Nel nosocomio di Haydan, che sorge nei pressi del fronte, distrutto da un bombardamento nel 2015 e riaperto a marzo 2019, Medici Senza Frontiere (Msf) ha curato circa 7mila persone, di cui il 44% bambini con meno di cinque anni e il 41% donne Ogni giorno la struttura accoglie in media 60 persone; i bambini vengono ricoverati per infezioni respiratorie, dissenteria e anemia. Frédéric Bonnot, coordinatore Msf ad Haydan, conferma che i bombardamenti hanno “un impatto sulla nostra capacità di trasferire i pazienti” verso altre strutture più attrezzate.
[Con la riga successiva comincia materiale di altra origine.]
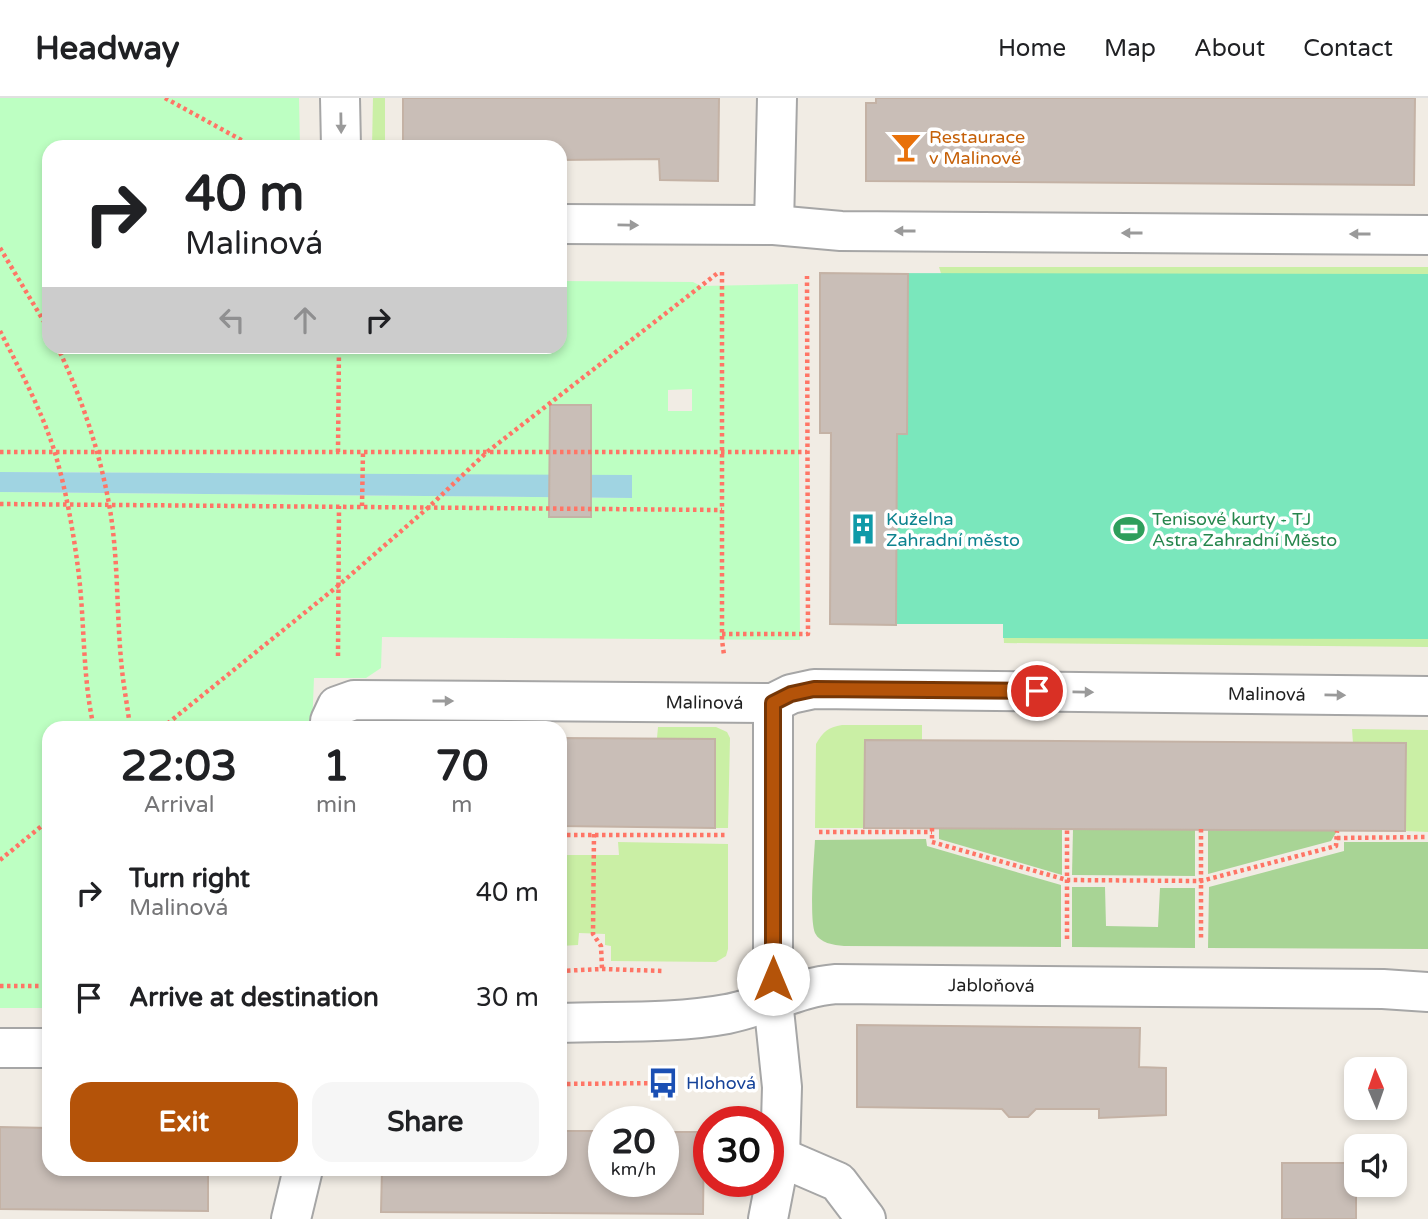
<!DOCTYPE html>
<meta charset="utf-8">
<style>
:root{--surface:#fff;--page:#f6f6f6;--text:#202124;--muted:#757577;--line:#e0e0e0;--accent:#b45309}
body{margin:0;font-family:"Varela Round",sans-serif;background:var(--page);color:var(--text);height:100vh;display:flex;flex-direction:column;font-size:26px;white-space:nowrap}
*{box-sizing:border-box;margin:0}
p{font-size:23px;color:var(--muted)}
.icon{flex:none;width:38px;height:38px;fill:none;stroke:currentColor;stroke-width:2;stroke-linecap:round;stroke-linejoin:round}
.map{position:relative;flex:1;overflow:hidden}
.side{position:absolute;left:42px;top:623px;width:525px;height:455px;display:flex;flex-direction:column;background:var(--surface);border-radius:21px;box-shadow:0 4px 10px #0003}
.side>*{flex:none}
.hud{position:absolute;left:42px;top:42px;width:525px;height:214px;border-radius:21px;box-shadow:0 4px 10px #0003;background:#fff;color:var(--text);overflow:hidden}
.needle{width:46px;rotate:358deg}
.tools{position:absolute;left:1344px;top:959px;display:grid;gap:14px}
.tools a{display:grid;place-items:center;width:63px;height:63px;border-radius:14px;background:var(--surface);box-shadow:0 4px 10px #0003;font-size:35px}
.speed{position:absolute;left:588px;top:1008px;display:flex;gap:14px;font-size:35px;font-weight:700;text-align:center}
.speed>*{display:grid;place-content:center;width:91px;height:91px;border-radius:50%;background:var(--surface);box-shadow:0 4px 10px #0003;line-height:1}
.speed small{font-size:18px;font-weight:400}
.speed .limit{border:10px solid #d22;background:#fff;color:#111}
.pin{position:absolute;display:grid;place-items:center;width:60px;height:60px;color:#fff;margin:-30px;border:4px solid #fff;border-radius:50%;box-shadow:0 2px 7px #0007}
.me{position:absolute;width:77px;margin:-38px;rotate:0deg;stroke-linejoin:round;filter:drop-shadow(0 0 5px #0008)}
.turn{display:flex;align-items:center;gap:24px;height:147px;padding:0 28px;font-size:32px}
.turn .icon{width:91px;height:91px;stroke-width:2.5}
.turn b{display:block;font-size:49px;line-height:60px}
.lanes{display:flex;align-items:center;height:66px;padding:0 28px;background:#0003;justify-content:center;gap:35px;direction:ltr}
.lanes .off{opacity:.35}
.eta{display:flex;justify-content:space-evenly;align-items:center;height:119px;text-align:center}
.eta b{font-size:42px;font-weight:700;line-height:49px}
.primary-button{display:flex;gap:14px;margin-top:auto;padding:14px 28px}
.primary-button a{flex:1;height:80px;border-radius:21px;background:var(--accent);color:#fff;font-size:28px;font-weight:700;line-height:80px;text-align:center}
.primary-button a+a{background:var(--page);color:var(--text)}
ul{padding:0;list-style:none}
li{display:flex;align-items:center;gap:21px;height:105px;padding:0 28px}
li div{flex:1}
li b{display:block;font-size:26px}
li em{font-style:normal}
header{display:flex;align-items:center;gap:42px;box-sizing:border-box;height:98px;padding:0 35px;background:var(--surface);border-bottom:2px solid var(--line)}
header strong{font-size:33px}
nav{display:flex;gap:38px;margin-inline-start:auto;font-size:24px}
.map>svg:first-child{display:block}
</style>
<header>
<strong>Headway</strong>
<nav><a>Home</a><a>Map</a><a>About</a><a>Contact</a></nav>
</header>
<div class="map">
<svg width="1428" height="1121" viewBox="0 0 1428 1121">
<rect width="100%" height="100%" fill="#f1ece4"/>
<!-- grass -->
<g fill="#caefa5">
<path d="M373 0H385V49H372Z"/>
<path d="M939 169H1428V186L947 195Z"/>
<path d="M1003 526 1428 531V549L1004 545Z"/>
<path d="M842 627H922V642H865L864 730H815L816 646C823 634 828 629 842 627Z"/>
<path d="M658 629H716L727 634 730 640 728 730H715V641L657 640Z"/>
<path d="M1352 631 1428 632V734L1405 733 1406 645H1353Z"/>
<path d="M560 744H567V757H619L618 744 728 746V851L726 858 716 864 611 863V848L605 847V836L579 835 578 847 560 848V864Z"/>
</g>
<!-- forest -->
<g fill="#a8d495">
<path d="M939 730H1062V777L939 741Z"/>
<path d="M1073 731H1195V778L1072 777Z"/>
<path d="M1208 731 1331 732 1337 733 1331 743 1208 776Z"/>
<path d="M926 741 927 748 1061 787V849L844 848C833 847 820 845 815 835 809 821 814 760 815 742Z"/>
<path d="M1344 744H1428V851L1208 850 1209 789 1344 753Z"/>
<path d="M1072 789H1105L1106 828 1158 829 1160 790H1195V850L1072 849Z"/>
</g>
<!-- park -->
<path fill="#bdffc2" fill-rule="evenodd" d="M0 0H299L300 49H49V248H560V183L693 184 701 188 798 186 800 542 382 539 381 570 366 580H314L312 630H49V910H0V394L631 400 632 378 0 374ZM692 291V313H668V292Z"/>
<!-- pitch -->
<path fill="#7ae7bc" d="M820 175 1428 176V541L1003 540V526H830L831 335H820Z"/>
<!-- water -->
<path fill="#a0d4e2" d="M0 374 632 377V400L0 394Z"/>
<!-- building -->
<g fill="#c9beb7" stroke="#c4b2a5" stroke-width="2">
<path d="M403 0H719L718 83 660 82 659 61 560 62V49H403Z"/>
<path d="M876 0H1415L1414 87 866 83V5H876Z"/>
<path d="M820 175 908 176 907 336H897L896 527 830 526 831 335H820Z"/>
<path d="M550 307H591V419H549Z"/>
<path d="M560 640 715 641V730L560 728Z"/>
<path d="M865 642 1406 645 1405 733 864 730Z"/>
<path d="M857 927 1140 930 1139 969 1166 970V1017L1099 1020V1011H1036L1028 1019H1009L1002 1011 857 1009Z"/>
<path d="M0 1029 49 1030V1071H208V1113L0 1111Z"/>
<path d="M560 1033H604V1083H663V1034H704L703 1116 381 1114 382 1071H560Z"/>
<rect x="1282" y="1065" width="74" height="56"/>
</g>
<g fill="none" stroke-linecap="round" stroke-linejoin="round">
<!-- minor casing -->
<g stroke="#a6a6a6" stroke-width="42">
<g id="minor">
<path d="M340 0 341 49"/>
<path d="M560 126 774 127 841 133 1428 137"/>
<path d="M774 127 777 0"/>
<path id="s1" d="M330 630V623L337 608 354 602 773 605 791 596 814 591 1428 598"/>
<path id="s2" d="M560 925C614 923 674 926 727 916 764 909 798 889 836 886L1383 891 1428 894"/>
<path d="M0 950H49"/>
<path d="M780 1059 838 1084 866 1121"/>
<path d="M291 1121 303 1071"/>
<path d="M768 1121 780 1059 782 989 773 902V605"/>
</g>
</g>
<!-- path -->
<g stroke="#ff7566" stroke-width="4.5" stroke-dasharray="3.5 3.5" stroke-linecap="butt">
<path d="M165 0 254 49"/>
<path d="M0 150 49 232"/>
<path d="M722 174V542L724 557"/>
<path d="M0 233C20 272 42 313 55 355 66 392 73 432 78 470 85 523 82 578 94 630"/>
<path d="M57 248C81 298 99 351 109 406 119 461 116 516 122 572 124 591 128 611 130 630"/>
<path d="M0 354H807"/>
<path d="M338 354 339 248"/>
<path d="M0 406 722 412"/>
<path d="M362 408 363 354"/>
<path d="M722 536H808L807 178"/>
<path d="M338 558 339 408"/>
<path d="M162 630 339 487 430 408 487 354 719 174"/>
<path d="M932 730V744L1067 782 1201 783 1336 748 1337 733"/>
<path d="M1201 731V843"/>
<path d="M819 734H932"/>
<path d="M594 736 593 836 601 848 602 871"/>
<path d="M560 737H726"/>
<path d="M1337 740 1428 739"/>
<path d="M0 762 49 722"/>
<path d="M1067 841V730"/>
<path d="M560 873 602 871 664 873"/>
<path d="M0 888H49"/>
<path d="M560 986 663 985"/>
</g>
<!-- minor -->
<use href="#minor" stroke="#fff" stroke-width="38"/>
</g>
<!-- one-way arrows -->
<defs><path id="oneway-solid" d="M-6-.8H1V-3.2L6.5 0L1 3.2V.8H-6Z" transform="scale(1.75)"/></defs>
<g fill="#9a9a9a">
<use href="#oneway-solid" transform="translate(341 25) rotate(89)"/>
<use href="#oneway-solid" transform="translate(628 127) rotate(1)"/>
<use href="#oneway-solid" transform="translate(905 133) rotate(-180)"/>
<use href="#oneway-solid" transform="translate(1132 135) rotate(-180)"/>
<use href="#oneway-solid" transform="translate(1360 136) rotate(-180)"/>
<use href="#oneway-solid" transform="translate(1083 594) rotate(1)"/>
<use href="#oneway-solid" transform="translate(1335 597) rotate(1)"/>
<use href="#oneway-solid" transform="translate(443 603)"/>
</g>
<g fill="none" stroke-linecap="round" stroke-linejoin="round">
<!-- route casing -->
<g stroke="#753606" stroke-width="18">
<path id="route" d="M773 881V605L791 596 814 591 1037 593"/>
</g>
<!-- route -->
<use href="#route" stroke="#b45309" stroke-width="12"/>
</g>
<!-- icons -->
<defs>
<g id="bar-bare" transform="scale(2.415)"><path d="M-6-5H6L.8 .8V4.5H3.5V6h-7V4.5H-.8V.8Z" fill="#e8710a" stroke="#fff" stroke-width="2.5" paint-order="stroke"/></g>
<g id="building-bare" transform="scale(2.415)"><path d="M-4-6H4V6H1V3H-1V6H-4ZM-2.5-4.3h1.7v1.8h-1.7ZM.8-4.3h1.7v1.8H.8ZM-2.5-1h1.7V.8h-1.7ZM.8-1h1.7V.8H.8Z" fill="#0f9aa8" stroke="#fff" stroke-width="2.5" paint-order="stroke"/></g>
<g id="stadium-bare" transform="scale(2.415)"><path d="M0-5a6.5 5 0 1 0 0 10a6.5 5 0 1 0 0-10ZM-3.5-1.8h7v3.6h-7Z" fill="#2e9e5b" stroke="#fff" stroke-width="2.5" paint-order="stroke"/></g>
<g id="bus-bare" transform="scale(2.415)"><path d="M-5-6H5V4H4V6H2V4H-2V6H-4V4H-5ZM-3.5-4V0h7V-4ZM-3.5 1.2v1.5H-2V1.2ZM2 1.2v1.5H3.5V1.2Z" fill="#1a4fb4" stroke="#fff" stroke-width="2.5" paint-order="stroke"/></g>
</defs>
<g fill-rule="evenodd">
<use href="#bar-bare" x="906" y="49"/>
<use href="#building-bare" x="863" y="431"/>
<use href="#stadium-bare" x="1129" y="431"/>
<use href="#bus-bare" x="663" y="985"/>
</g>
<g text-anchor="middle" stroke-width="7" stroke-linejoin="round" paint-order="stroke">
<!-- food labels -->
<g font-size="18" fill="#c56008" stroke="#fff" text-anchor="start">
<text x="929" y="45">Restaurace<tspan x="929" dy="21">v Malinové</tspan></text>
</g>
<!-- culture labels -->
<g font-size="18" fill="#0d838f" stroke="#fff" text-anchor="start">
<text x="886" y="427">Kuželna<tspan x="886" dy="21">Zahradní město</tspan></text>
</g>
<!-- leisure labels -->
<g font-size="18" fill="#27864d" stroke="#fff" text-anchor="start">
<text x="1152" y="427">Tenisové kurty - TJ<tspan x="1152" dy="21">Astra Zahradní Město</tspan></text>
</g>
<!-- street labels -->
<g font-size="18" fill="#1f1f1f" stroke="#fff">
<text dy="6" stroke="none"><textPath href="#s1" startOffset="957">Malinová</textPath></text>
<text dy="6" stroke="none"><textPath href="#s1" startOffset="392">Malinová</textPath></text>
<text dy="6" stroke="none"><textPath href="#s2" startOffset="436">Jabloňová</textPath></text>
</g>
<!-- transit labels -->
<g font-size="18" fill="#164399" stroke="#fff" text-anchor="start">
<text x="686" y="991">Hlohová</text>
</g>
</g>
</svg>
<div class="tools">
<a><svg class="needle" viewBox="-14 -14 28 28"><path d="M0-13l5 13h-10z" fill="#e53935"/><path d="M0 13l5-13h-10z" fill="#757577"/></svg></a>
<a><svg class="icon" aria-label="sound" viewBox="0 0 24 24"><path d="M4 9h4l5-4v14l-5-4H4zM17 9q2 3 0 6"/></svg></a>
</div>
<div class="speed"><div>20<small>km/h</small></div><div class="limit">30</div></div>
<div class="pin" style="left:1037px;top:593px;background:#d93025"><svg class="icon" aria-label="arrive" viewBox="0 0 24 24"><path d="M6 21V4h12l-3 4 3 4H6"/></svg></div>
<svg class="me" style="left:773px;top:881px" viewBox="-20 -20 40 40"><circle r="19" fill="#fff"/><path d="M0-13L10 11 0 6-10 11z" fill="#b45309"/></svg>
<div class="hud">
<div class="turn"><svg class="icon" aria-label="right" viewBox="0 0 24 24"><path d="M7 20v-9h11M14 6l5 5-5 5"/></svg><div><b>40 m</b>Malinová</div></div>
<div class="lanes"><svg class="icon off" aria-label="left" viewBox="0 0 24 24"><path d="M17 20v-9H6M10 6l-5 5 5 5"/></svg><svg class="icon off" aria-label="ahead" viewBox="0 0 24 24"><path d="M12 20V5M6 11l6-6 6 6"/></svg><svg class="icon" aria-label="right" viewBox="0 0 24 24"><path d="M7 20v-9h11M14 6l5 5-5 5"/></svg></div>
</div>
<section class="side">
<div class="eta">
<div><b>22:03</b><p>Arrival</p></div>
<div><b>1</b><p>min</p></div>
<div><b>70</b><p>m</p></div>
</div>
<ul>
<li><svg class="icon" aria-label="right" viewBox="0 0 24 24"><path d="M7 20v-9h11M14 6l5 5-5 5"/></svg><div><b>Turn right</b><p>Malinová</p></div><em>40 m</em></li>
<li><svg class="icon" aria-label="arrive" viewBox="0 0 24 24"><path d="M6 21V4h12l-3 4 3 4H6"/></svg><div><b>Arrive at destination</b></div><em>30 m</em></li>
</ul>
<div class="primary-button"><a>Exit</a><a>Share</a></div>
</section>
</div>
Questo causa “ritardi” a fronte di “situazioni di vita o di morte”. “In un’area montuosa – aggiunge Roberto Scaini, vicepresidente Msf – e di villaggi remoti, il problema più grande resta come arrivarci. Spesso i feriti di guerra arrivano in condizioni ormai critiche. Per chi soffre di malattie croniche, cardiache o tumori, è difficile garantire trattamenti a lungo termine in tutto lo Yemen”. In questo contesto di guerra e devastazioni emergono continue storie di sofferenze: come quella della piccola Abeer, neonata di tre settimane, arrivata all’ospedale fra le braccia del nonno.
Egli – raccontano gli operatori di Msf – ha dovuto vendere il proprio pugnale (Jambiya) per pagare le spese del viaggio, mentre il padre è rimasto a lavorare nei campi. Ora è sotto antibiotici. O quella della 19enne Qoussor, che ha sempre vissuto sotto la guerra, e oggi ha un figlio di un mese e mezzo di nome Nabil, con difficoltà respiratorie. Hanno aspettato oltre un’ora e mezza ai margini della strada, prima di trovare un’auto che li portasse all’ospedale, dove il bambino è rimasto ricoverato per più di una settimana.
Yemen, perché non sia solo un anniversario.